Предмет, о коем вслух не говорят,

Или не одолев своей натуры,

На чертежах чертил карикатуры.


Мы веселились, как могли, выдумывали черубин, учились кое-как, сочиняли анекдоты о лысенковщине

(Дарвина в то время заменяли втихаря механистическим Ламарком, но и тот выступал в это время под псевдонимом «Мичурин», именем коего, «не виноватого ни в чём», и отправляли в тюрьмы и лагеря) генетиков


Мы недоумевали, почему всюду есть только один пророк: в поэзии Маяковский, в прозе Горький, в театре Станиславский, в кино Эйзенштейн, в физиологии Павлов, в ботанике Мичурин, в живописи Герасимов, в кино Александров с его псевдоголливудом и пропагандой… Ну а в лингвистике — с недавнего времени «САМ», но это уже было более объяснимо.


Пропаганда пронизывала всё, и только наш пир во время чумы был от нее на марсианском расстоянии.


Естественно, что наша «Галина-Черубина» на первом же не квартирном чтении, в литобъединении Университета, подверглась сокрушительной критике. «Страна борется за… а тут какие-то любовные стишки, они отвлекают от построения… и тем вредят делу…» «Это идеологическая диверсия на протоптанной дорожке», и, наконец — истинно партийный взвизг тогдашнего аспиранта, а впоследствии декана филфака, Выходцева: «Да это же ещё хуже Ахматовой!!!»


В общем, Галиных вечеров мы там больше не устраивали…


Мне остается только закончить эту главу об университетской жизни рассказом о том, как бесславно она для меня закончилась. Меня попросту отчислили, причем не за политику.


Преподаватель фарси и куратор нашей персидской группы из одиннадцати студентов, Михаил Николаевич Боголюбов, похожий на огромного Ивана Царевича, но только в белом костюме и модно завязанном галстуке (стиль «булавочная головка»), однажды во время весенней сессии сказал мне так: «где что-то литературное, Бетаки уже там! Ну, какой из Вас лингвист, хоть я Вам нередко пятёрки и ставлю, только ведь не Ваше это дело. Короче, что у вас с арабским? Писаревский мне уже жаловался…»


Писаревский был пожилой человек в потёртом, всегда перемазанном мелом, костюме. Он, надо сказать, вполне терпеливо принимал у меня зачёт по арабскому в конце года: только после пятой попытки пересдачи сказал, что ничего поделать не может, и разговаривать придется в деканате. (Арабский язык у нас был в том же ранге, что и латынь на филфаке).

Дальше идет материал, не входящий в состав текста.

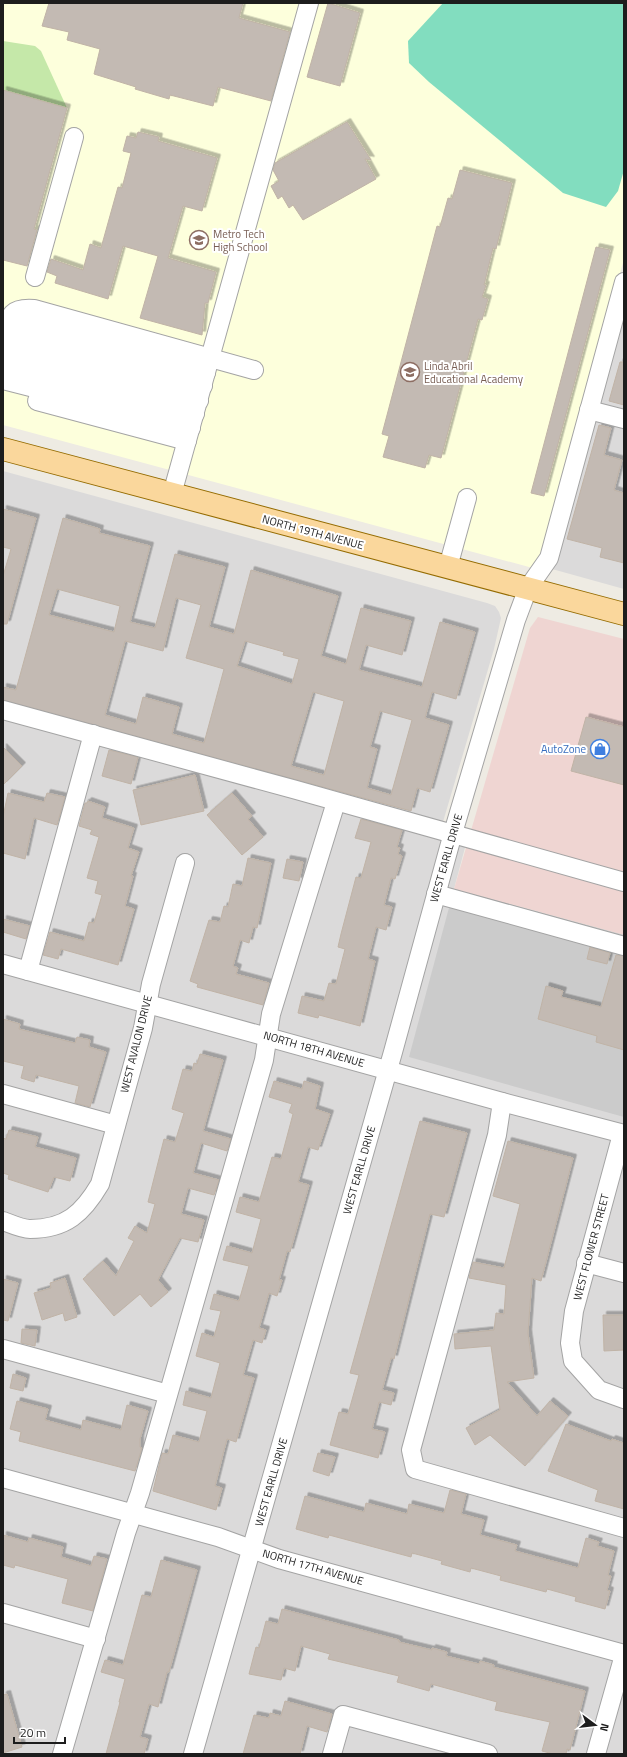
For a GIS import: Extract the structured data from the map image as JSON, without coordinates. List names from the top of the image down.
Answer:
{
  "streets": {
    "main road": ["NORTH 19TH AVENUE"],
    "street": [
      "WEST EARLL DRIVE",
      "WEST AVALON DRIVE",
      "NORTH 18TH AVENUE",
      "WEST FLOWER STREET",
      "NORTH 17TH AVENUE"
    ]
  },
  "crossings": [
    ["NORTH 19TH AVENUE", "WEST EARLL DRIVE"],
    ["WEST EARLL DRIVE", "NORTH 18TH AVENUE"],
    ["WEST EARLL DRIVE", "NORTH 17TH AVENUE"],
    ["WEST AVALON DRIVE", "NORTH 18TH AVENUE"],
    ["NORTH 18TH AVENUE", "WEST FLOWER STREET"]
  ],
  "places": {
    "school or university": ["Metro Tech High School", "Linda Abril Educational Academy"],
    "shop": ["AutoZone"]
  },
  "scale_bar": "20 m",
  "north": "right"
}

Разговор с деканом длился одну минуту. Я был отчислен за неуспеваемость, а когда попросил осенней пересдачи, декан сказал, что в шестой раз у меня зачёта никто не принимать не будет, и к тому же, вздохнул он, факультет сокращают наполовину, и если уж гнать, так первыми бездельников, вроде меня.


Так вот глупо закончился для меня мой первый студенческий год.

12. ИНСТИТУТ ПОКРОВСКОГО (1949–1950)


Профессора и стукачи. «Болтайка» и Алик Мандельштам. Плагиатор Сергей Орлов. Юля-Юля.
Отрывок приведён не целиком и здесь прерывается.